Recentemente, houve o lançamento de uma livre e muito premiada adaptação, também magnífica, a qual foca a questão da melancolia e do silêncio. Feito pelo país de Cervantes e por Quixotes (de acordo com as palavras do diretor), Honor de Cavalleria, do espanhol Albert Serra, é simples e de beleza poética incrível.

E hoje, voltando à maldição de Quixote, temos a tentativa de realização de mais uma adaptação, desta vez por Terry Gilliam, o consagrado diretor de Brazil – o filme, 12 macacos e As aventuras do Barão Munchausen. Tais tentativas resultaram no documentário Perdido en La Mancha, de 2002, dirigido por Keith Fulton e Louis Pepe. O filme retrata os “dragões” que atrapalham o desenvolvimento da produção de Gilliam.

Mas a obra considerada até então a melhor e mais fiel adaptação do livro de Cervantes é Don Kikhot, de 1957, do diretor russo Grigori Kozintsev, exatamente o objetivo desta resenha. Realmente, a versão realizada pelo país de Bakhtin é incrível e merece ser vista como a melhor feita até agora. Kozintsev conseguiu adaptar o livro a um contexto cinematográfico de solidão e de devassidão da alma humana, associado com paisagens da região árida e sem vegetação da Crimeia. A fotografia é um dos elementos que mais chamam a atenção, assim como o figurino e as encenações.

No papel de Dom Quixote, temos uma bela interpretação dramática de Nikolai Cherkasov, indicado à Palma de Ouro, no Festival de Cannes (1957). O mesmo ator trabalhou em Ivan, o terrível, como o Czar Ivan IV. Não nos esqueçamos da atuação de Yuri Tolubeyev, no papel de Sancho Pança. Os dois atores protagonizaram momentos clássicos da obra de forma muito poética. Os diálogos conseguem afirmar Don Kikhot como um clássico que não pode ser deixado de lado ou esquecido.



[1] Fábio Barros é estudante de Letras na Universidade de Brasília (UnB).

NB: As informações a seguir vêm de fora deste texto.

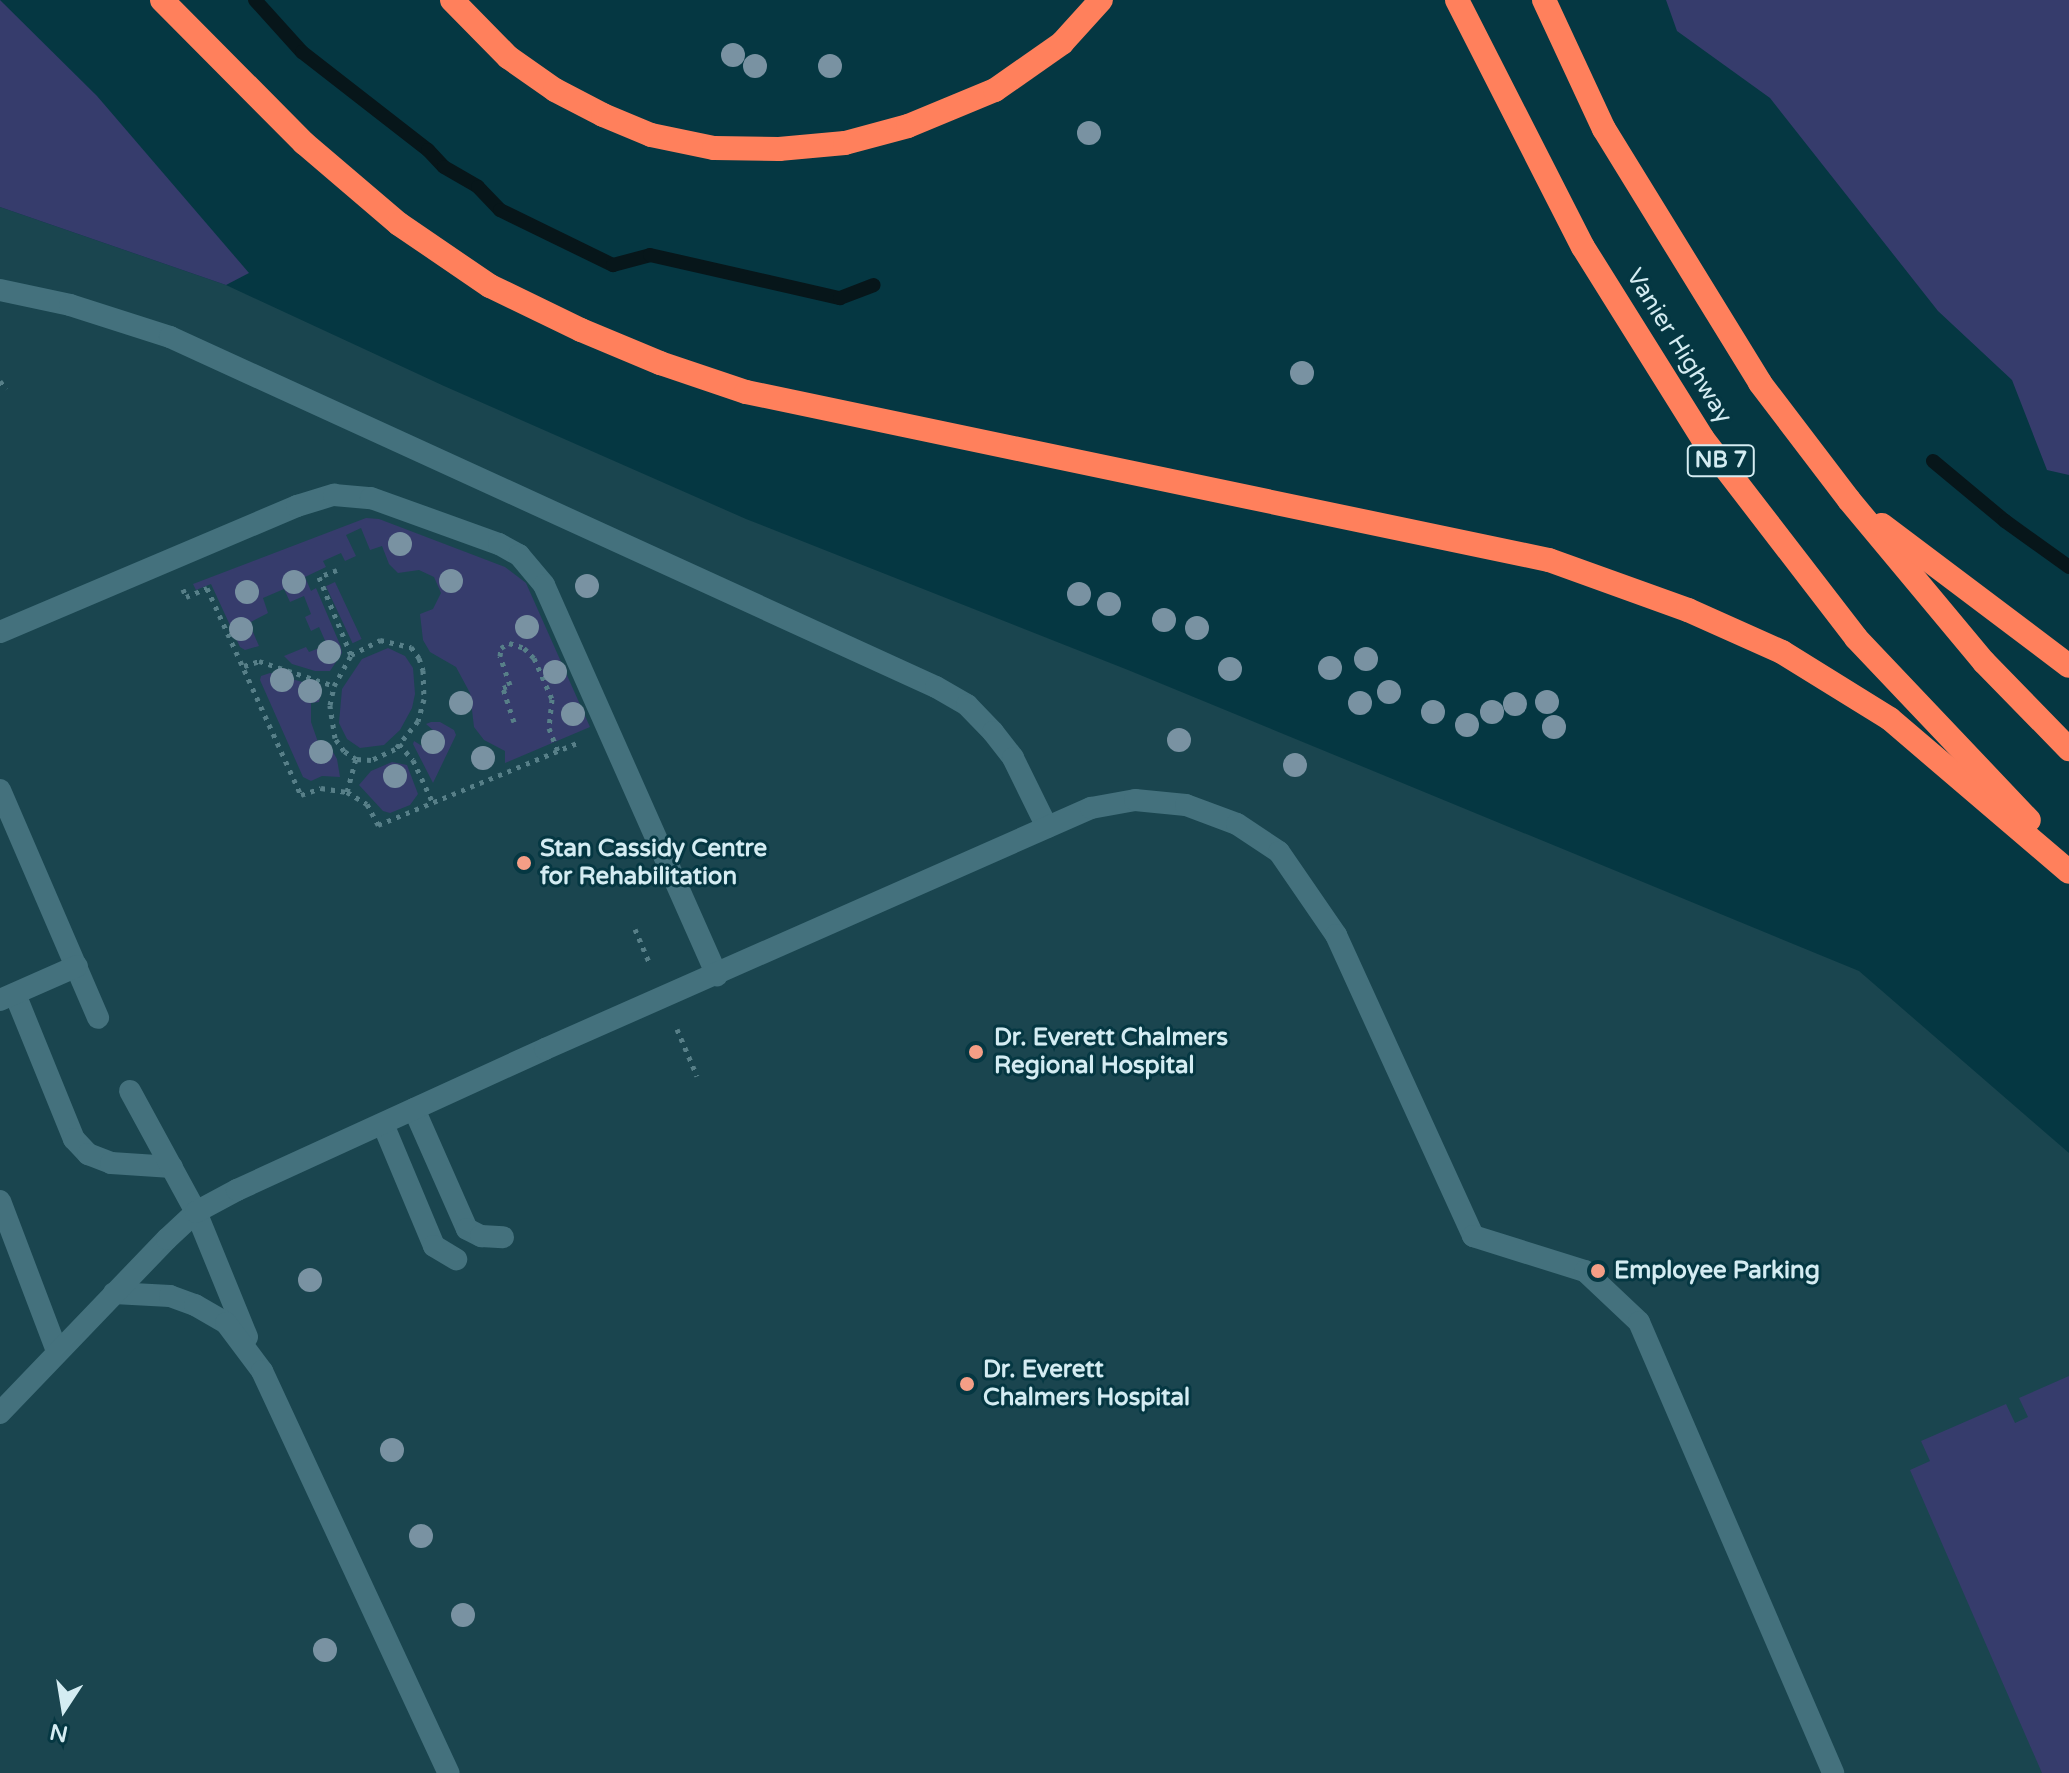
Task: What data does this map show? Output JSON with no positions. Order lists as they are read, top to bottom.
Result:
{
  "streets": {
    "highway": ["Vanier Highway", "NB 7"]
  },
  "places": [
    "Stan Cassidy Centre for Rehabilitation",
    "Dr. Everett Chalmers Regional Hospital",
    "Employee Parking",
    "Dr. Everett Chalmers Hospital"
  ],
  "north": "bottom"
}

Venturas e desventuras da literatura: 
olhares cruzados sobre o marginal, 
o local, o nacional e o universal     
Isabel Cristina Corgosinho[1]

O livro de Wladimir Krysinski[2] Comparación y Sentido – Várias localizaciones y convergencias literárias[3] é resultado de uma compilação de ensaios escritos a partir de demandas várias: apresentações em congressos, conferências, textos para publicação em revistas literárias sobre tema diversos da literatura. O intento foi constituir um conjunto de textos coerentes e variados em torno das práticas comparativas. A premissa central de seu livro reside na convicção de que entre a comparação e o sentido existem lugares inevitáveis. O objeto crítico da literatura é diferencial, convergente e dialético. 

Para destacar a importância e a dinâmica viva da crítica comparatista, em nível mundial, Krysinski lista autores latino-americanos, com destaque especial para os nossos brasileiros, o que nos enche de merecido orgulho. São eles: Antônio Candido, Leyla Perrone-Moisés, João Alexandre Barbosa, Tania Franco Carvalhal, Luis Costa Lima, Eneida de Souza, Wander Mello Miranda, Raul Antelo, Silviano Santiago, Roberto Schuwarz, Eduardo Coutinho, Flora Sussekind, Lisa Block de Behar y Zulma Palermo. Segundo Krysinski, o que se destaca nas análises e apresentações dos comparativismos desses críticos é a evidência da complexidade local e suas tentativas de fixar limites compartimentais entre o local e o universal. 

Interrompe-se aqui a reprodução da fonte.